| REQUIREMENT |
Restate word for word, and only, the lines that extend from the line containing "Draw a box around the" through the end of the records below.

(Items listed in a dataset)
□ □ □ □ □ □ □
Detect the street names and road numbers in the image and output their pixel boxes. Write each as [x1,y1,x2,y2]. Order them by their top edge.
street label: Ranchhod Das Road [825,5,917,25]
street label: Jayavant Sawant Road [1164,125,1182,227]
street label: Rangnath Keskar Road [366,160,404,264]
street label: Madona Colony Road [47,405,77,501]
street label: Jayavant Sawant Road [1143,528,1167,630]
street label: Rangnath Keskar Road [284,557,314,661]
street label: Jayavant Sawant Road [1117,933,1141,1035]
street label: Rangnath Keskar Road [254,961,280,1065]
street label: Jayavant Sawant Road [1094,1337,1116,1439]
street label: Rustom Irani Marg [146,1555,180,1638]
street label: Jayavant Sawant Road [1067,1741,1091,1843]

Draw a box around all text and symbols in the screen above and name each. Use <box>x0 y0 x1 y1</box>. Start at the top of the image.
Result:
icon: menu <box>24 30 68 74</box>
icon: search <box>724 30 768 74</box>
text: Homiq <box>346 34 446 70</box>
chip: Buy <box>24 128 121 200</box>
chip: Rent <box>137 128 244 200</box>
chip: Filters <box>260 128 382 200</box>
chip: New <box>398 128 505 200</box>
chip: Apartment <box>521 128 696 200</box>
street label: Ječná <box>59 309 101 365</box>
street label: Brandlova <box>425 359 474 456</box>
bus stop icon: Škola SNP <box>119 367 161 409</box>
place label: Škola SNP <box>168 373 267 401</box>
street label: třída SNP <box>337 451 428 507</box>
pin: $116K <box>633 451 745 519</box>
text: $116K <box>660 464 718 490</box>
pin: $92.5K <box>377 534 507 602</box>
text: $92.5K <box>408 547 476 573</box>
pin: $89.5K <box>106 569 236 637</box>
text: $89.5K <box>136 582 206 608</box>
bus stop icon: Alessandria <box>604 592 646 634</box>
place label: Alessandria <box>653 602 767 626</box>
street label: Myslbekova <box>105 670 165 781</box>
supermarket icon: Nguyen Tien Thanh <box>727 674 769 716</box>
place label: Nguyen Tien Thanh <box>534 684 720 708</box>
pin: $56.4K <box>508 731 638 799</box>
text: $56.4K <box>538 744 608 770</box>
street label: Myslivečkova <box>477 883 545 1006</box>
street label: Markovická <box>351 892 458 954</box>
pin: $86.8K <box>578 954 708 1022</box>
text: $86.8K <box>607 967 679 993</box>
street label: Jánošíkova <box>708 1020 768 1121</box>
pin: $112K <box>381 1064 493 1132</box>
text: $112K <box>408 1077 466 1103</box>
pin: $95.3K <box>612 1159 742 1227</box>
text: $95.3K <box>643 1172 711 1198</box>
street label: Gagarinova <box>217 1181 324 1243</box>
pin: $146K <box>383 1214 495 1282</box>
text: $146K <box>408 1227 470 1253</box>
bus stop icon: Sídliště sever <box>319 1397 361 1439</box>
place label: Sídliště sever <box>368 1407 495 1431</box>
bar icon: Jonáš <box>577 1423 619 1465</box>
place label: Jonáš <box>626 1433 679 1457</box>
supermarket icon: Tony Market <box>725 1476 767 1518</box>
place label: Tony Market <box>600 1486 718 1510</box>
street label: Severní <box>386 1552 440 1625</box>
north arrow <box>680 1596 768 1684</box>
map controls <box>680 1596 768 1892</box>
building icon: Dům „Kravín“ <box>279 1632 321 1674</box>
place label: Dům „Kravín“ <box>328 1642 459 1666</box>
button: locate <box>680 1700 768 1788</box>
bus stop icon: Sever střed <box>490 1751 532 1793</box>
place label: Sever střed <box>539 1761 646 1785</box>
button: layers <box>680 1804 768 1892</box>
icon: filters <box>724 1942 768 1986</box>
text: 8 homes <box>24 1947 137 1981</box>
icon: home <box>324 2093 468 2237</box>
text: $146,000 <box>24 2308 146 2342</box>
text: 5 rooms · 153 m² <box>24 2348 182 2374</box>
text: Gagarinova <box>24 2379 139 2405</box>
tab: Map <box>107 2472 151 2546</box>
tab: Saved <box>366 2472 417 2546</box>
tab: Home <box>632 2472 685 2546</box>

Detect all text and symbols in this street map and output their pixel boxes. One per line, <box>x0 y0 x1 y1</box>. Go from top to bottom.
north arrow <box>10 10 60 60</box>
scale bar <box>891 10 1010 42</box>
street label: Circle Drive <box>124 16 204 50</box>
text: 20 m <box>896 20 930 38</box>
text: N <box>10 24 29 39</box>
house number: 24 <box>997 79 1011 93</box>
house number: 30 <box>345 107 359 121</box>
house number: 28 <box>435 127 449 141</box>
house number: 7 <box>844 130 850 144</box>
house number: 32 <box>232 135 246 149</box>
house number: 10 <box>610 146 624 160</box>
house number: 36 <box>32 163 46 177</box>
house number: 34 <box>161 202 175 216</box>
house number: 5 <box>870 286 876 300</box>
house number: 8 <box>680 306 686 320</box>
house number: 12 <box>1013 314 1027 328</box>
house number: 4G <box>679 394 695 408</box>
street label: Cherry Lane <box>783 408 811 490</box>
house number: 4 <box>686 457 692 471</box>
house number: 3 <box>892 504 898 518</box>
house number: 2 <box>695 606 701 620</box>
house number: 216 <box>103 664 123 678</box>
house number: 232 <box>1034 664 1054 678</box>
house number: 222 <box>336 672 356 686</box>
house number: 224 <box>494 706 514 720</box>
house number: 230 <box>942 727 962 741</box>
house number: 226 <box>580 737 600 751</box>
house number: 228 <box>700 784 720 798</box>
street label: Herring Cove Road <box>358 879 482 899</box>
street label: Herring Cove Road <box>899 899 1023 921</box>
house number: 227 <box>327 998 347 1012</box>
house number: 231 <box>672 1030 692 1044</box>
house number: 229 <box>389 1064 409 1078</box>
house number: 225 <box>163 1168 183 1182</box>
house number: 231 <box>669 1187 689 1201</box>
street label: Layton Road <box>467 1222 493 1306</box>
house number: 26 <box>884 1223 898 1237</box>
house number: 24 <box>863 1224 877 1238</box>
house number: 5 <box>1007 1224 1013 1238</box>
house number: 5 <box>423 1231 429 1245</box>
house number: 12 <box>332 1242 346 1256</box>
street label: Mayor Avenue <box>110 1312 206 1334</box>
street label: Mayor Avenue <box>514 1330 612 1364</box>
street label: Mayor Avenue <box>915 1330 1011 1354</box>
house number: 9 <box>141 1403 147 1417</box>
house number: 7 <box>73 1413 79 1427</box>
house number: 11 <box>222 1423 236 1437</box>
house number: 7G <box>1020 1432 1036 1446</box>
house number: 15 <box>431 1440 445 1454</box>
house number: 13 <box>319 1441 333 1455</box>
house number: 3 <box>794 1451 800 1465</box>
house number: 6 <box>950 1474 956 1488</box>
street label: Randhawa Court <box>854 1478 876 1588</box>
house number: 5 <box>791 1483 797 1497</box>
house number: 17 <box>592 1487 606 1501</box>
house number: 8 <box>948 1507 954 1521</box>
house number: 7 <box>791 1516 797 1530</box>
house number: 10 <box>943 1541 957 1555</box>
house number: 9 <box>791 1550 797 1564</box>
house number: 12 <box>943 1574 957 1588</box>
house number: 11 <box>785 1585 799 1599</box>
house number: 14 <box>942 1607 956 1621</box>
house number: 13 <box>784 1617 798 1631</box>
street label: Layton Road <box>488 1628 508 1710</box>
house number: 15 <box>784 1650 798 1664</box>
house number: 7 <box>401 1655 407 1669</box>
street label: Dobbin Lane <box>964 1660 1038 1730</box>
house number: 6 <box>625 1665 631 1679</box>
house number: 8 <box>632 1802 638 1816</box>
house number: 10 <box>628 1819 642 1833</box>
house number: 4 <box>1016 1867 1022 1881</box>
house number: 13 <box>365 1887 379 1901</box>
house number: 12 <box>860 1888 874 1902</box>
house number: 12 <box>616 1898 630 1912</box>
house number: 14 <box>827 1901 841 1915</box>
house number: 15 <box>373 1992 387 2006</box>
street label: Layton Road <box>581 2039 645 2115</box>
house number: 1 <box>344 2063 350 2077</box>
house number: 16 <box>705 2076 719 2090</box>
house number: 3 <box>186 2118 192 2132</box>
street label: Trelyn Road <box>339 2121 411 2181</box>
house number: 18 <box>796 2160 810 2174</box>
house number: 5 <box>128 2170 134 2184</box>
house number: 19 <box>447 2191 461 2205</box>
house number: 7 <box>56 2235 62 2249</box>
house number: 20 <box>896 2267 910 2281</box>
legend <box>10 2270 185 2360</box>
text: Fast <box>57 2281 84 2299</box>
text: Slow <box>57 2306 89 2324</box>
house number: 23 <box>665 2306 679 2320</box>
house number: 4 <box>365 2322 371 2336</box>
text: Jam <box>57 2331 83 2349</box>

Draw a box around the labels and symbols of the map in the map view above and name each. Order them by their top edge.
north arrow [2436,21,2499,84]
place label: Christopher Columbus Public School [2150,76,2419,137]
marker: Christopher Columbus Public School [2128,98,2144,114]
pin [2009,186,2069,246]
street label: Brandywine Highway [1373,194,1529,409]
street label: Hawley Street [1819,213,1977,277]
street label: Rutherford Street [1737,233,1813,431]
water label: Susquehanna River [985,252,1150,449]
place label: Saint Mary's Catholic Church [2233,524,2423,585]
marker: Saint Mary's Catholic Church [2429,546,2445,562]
□ □ □ □ □ □ □
| TASK RESULT |
Draw a box around the labels and symbols of the map in the map view above and name each. Order them by their top edge.
north arrow [2436,21,2499,84]
place label: Christopher Columbus Public School [2150,76,2419,137]
marker: Christopher Columbus Public School [2128,98,2144,114]
pin [2009,186,2069,246]
street label: Brandywine Highway [1373,194,1529,409]
street label: Hawley Street [1819,213,1977,277]
street label: Rutherford Street [1737,233,1813,431]
water label: Susquehanna River [985,252,1150,449]
place label: Saint Mary's Catholic Church [2233,524,2423,585]
marker: Saint Mary's Catholic Church [2429,546,2445,562]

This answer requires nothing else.